William Martin

Personal information
- Born: 19 February 1844 Southampton, Hampshire, England
- Died: 27 May 1871 (aged 27) Southampton, Hampshire, England
- Batting: Right-handed
- Bowling: Right-arm medium

Domestic team information
- 1867: Hampshire

Career statistics
| Competition | First-class |
| Matches | 1 |
| Runs scored | 2 |
| Batting average | 1.00 |
| 100s/50s | –/– |
| Top score | 1 |
| Catches/stumpings | –/– |
- Source: Cricinfo, 8 January 2010

= William Martin (English cricketer) =

English cricketer

William Martin (19 February 1844 — 27 May 1871) was an English first-class cricketer.
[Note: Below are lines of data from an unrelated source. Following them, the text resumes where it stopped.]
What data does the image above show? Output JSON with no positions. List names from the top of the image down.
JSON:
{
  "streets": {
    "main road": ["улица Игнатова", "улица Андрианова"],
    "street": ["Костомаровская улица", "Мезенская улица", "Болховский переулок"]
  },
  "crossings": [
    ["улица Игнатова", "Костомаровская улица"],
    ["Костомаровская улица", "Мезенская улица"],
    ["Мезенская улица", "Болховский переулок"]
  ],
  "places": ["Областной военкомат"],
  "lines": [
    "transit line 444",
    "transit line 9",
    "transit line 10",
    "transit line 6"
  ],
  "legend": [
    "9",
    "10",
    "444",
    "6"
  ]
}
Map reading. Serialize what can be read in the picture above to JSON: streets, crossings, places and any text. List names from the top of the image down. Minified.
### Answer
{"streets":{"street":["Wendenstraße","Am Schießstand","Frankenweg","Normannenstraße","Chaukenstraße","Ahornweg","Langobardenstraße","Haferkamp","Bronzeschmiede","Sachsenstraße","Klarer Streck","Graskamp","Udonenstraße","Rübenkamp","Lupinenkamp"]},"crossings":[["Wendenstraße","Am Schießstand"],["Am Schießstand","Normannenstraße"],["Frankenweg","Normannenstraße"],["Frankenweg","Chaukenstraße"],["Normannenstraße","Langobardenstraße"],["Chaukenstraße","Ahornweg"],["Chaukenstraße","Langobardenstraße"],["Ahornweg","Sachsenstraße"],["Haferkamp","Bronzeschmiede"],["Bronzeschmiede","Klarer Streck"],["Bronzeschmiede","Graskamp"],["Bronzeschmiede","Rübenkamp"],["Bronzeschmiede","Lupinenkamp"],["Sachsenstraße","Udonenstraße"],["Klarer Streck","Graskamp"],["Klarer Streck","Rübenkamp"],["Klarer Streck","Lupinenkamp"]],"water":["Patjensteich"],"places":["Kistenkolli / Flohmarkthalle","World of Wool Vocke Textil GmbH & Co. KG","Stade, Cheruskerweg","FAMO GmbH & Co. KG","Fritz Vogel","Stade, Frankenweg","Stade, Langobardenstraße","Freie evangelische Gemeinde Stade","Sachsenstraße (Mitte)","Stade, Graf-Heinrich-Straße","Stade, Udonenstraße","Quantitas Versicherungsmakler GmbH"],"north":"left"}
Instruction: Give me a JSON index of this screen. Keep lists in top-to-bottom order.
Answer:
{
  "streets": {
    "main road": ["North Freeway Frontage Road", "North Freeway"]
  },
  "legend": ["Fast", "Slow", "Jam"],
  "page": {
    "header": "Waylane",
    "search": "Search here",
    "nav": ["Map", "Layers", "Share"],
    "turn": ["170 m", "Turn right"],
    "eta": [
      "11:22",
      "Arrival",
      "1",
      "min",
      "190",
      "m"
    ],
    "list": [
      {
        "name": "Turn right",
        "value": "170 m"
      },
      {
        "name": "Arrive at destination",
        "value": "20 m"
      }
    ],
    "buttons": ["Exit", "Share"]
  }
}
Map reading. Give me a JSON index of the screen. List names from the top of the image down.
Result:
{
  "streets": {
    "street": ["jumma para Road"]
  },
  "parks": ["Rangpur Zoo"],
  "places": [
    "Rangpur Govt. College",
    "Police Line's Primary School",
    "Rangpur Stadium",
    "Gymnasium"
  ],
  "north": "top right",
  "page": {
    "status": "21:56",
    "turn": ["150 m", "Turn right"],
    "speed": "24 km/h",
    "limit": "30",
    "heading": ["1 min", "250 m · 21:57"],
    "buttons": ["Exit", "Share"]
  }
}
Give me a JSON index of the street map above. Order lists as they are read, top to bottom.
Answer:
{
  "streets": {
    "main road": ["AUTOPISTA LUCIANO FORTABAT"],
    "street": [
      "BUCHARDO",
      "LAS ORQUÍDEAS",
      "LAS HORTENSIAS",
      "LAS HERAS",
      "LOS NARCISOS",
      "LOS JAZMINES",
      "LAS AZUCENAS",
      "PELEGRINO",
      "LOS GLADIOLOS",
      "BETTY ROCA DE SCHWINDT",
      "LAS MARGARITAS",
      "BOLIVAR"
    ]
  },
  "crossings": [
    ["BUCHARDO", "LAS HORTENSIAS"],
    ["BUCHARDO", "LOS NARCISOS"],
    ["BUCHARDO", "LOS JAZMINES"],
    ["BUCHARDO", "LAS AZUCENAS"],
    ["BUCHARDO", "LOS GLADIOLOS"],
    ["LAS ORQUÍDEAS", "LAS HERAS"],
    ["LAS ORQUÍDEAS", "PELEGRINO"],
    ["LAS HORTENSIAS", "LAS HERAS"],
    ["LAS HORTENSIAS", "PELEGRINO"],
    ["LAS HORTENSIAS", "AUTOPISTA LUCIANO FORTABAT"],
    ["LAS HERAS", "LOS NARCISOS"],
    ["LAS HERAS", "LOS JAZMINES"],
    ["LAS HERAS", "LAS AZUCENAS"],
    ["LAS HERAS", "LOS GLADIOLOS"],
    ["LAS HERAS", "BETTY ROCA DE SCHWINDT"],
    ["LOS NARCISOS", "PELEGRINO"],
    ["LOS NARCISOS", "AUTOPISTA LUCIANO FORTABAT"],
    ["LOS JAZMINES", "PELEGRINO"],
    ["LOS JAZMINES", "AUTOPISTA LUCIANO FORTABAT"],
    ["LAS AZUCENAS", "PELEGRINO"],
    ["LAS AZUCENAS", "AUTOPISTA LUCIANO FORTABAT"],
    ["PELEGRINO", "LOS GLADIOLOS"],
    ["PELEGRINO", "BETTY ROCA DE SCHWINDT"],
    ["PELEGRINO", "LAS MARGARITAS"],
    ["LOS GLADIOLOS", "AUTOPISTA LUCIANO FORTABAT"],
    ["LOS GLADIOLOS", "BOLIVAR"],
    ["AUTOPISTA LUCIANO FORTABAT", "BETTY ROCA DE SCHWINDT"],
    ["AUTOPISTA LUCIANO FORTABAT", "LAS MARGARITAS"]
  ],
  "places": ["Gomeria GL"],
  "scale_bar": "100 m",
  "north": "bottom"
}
Martin was born at Southampton in February 1844. A professional club cricketer for the Southampton Union Club, he made a single appearance in first-class cricket for Hampshire against Kent at Southampton in 1867. Batting twice in the match at number ten and eleven, he was dismissed in Hampshire's first innings for a single run by Edgar Willsher, while in their second innings he was dismissed for the same score by the same bowler. In their first innings, he batted at ten due to the absence of Henry Maturin. Despite occupying the batting positions often reserved for bowlers, he was not called upon to bowl in the match. In the four years following his sole county appearance, he continued to play club cricket in Edinburgh and Southampton. but had also been engaged in Edinburgh. The Hampshire Advertiser described him as "a good batsman and bowler" and "a valuable man in the field". Martin died at his residence, the Adelaide Hotel in Southampton, on 27 May 1871 having suddenly fallen ill; he had been married for two months prior to his death.